The Lewis & Clark Graduate School of Education and Counseling traces its roots all the way back to 1929. The sprawling green on the other side of Palatine Hill that LC students now recognize as the graduate school used to belong to the Sisters of St. Francis convent, who purchased the land from the Corbett family in 1929 to use as their retreat and conference center.
Meanwhile, Albany College administrators were discussing the possibility of establishing graduate programs on their campus miles away, unaware that one day their plans would intersect with the convent’s newly acquired property. In 1939, Albany College became certified by the Oregon Board of Education as a teacher training institution for secondary schools. Five years later, the newly named Lewis & Clark College offered its first graduate degree, the Master of Education.
Expanding from Albany College’s one year teaching credential, the Master of Education was a one year degree that certified graduates to teach only high school. Two years later, LC became the first college in Oregon to offer elementary school certifications at the graduate level. Four students graduated with the high school certification in 1947, but after the addition of a second certification, this number expanded to 35 graduates in 1949.
In 1951, LC expanded its graduate offerings to include a Master of Music Education degree. Taught by symphony composers and musicians, the Master of Music Education program was considered prestigious, but due to budget cuts in public schools and subsequent decreased interest the program was discontinued in 2013.
In the mid-1950s, LC became heavily invested in its teaching program — in 1957 the degree earned accreditation from the National Council for Accreditation of Teacher Education, and in 1964, LC joined nine other Oregon Colleges in the Oregon Program, a set of guidelines for schools with teaching programs that emphasized more in-class observation and learning time for future teachers. To adapt to this new change in focus the college changed the name of the degree. The Master of Education degree became the Master of Arts in Teaching degree. By the late ’60s the education program was the largest program at the college; one third of all LC students graduated with either a major in education or a Master of Arts in Teaching degree. The program had grown so large that it needed its own space on campus — offices and education classrooms were given a permanent home in the Albany Quadrangle.
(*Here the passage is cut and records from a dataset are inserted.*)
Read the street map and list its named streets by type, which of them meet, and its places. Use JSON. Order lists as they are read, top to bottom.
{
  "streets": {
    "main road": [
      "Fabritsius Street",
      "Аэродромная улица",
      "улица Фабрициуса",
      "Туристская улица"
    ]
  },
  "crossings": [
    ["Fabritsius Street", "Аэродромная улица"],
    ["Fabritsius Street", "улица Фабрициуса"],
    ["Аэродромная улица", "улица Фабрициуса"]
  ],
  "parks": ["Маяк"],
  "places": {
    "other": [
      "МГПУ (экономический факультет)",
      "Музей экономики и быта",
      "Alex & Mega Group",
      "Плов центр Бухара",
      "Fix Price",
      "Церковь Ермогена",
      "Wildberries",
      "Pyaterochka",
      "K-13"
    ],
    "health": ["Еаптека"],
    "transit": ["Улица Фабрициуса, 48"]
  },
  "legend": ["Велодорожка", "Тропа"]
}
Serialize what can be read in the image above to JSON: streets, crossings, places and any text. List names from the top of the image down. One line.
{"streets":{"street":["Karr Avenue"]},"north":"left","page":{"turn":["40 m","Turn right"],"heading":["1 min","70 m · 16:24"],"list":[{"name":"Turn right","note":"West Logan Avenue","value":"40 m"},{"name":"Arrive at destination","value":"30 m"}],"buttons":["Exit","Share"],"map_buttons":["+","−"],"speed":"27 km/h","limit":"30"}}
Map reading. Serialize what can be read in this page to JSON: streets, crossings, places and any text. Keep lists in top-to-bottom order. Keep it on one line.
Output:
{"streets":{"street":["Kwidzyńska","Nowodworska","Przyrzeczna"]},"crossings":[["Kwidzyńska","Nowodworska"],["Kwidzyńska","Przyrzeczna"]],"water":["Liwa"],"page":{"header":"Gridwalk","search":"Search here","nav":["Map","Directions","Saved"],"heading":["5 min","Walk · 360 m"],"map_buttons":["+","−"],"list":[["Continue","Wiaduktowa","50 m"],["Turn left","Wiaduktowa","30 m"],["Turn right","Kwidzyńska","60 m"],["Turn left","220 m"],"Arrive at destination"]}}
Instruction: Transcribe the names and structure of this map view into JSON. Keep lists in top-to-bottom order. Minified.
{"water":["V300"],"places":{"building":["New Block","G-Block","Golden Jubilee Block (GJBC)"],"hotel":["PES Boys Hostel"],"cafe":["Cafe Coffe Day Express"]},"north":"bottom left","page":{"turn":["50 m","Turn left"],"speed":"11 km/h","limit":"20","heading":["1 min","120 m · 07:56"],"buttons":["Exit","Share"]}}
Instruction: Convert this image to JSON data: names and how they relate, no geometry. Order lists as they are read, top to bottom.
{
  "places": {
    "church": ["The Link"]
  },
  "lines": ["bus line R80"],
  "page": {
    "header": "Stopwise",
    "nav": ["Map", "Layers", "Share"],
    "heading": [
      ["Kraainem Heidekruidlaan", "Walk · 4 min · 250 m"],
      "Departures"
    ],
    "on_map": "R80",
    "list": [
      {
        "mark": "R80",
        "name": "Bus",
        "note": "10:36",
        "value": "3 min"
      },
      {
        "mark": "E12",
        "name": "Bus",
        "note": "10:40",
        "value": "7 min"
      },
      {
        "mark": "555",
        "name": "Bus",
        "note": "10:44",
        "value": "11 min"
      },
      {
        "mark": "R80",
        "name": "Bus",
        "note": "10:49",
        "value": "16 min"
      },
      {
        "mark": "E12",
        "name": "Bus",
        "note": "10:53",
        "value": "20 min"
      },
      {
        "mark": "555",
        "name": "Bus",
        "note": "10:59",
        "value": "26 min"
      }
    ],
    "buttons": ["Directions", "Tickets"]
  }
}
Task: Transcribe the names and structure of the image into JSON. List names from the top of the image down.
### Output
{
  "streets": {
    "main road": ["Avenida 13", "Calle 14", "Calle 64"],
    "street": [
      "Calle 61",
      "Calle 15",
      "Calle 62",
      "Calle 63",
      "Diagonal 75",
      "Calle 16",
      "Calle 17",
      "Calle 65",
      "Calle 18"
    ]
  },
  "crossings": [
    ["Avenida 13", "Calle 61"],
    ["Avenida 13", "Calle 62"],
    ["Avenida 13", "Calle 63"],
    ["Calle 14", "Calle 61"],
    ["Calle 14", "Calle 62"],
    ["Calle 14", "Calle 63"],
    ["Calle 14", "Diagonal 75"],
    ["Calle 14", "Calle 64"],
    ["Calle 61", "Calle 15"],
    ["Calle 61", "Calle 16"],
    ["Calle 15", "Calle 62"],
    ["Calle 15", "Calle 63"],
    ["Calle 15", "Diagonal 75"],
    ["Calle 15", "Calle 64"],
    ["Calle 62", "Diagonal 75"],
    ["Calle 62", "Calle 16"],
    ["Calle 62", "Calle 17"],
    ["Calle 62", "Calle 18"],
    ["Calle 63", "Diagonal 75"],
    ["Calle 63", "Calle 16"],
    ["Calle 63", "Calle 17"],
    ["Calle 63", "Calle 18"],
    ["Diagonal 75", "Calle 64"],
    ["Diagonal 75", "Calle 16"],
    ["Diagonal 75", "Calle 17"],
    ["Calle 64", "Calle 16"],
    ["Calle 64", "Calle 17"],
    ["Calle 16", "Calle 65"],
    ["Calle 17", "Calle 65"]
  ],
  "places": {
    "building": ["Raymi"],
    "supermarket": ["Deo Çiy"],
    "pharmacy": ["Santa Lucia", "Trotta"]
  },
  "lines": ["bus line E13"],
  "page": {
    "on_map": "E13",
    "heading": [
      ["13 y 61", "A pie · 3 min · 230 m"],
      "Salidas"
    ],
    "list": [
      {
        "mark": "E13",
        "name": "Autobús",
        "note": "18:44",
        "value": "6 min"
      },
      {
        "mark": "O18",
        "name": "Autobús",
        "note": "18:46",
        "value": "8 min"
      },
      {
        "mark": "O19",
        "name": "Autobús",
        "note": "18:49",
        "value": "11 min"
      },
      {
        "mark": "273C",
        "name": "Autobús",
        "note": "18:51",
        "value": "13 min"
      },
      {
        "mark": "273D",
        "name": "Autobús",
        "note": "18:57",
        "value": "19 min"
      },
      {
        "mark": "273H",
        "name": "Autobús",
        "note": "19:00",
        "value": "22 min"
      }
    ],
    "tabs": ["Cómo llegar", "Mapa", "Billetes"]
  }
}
Despite the huge success of the teaching program, in 1972, LC created its third graduate degree: the Master of Education in Counseling. This program was created in response to huge demand for trained mental health professionals; by its second year it boasted an enrollment of 150 students, a huge jump from 32 in its first year. In 1980, a specialization was added to this degree: the Master of Arts in Counseling Psychology. This degree also had a Master of Science option and a track for school psychology, and its unexpected popularity led to a comprehensive review of the program and the eventual tripling of the amount of courses offered for counseling degrees.
All of LC’s graduate programs were organized into the Graduate School of Professional Studies in 1984, but they did not have their own campus until 2000, when LC purchased the Corbett Estate from the Sisters of St. Francis. The property was renamed the South Campus, and was completely renovated from the spring of 2000 to the fall of 2001 with a $4.5 million gift from the Mary Stuart Rogers Foundation, the largest gift ever given to a school of education in Oregon. In 2001, the redesigned and renamed Graduate School of Education moved to the South Campus.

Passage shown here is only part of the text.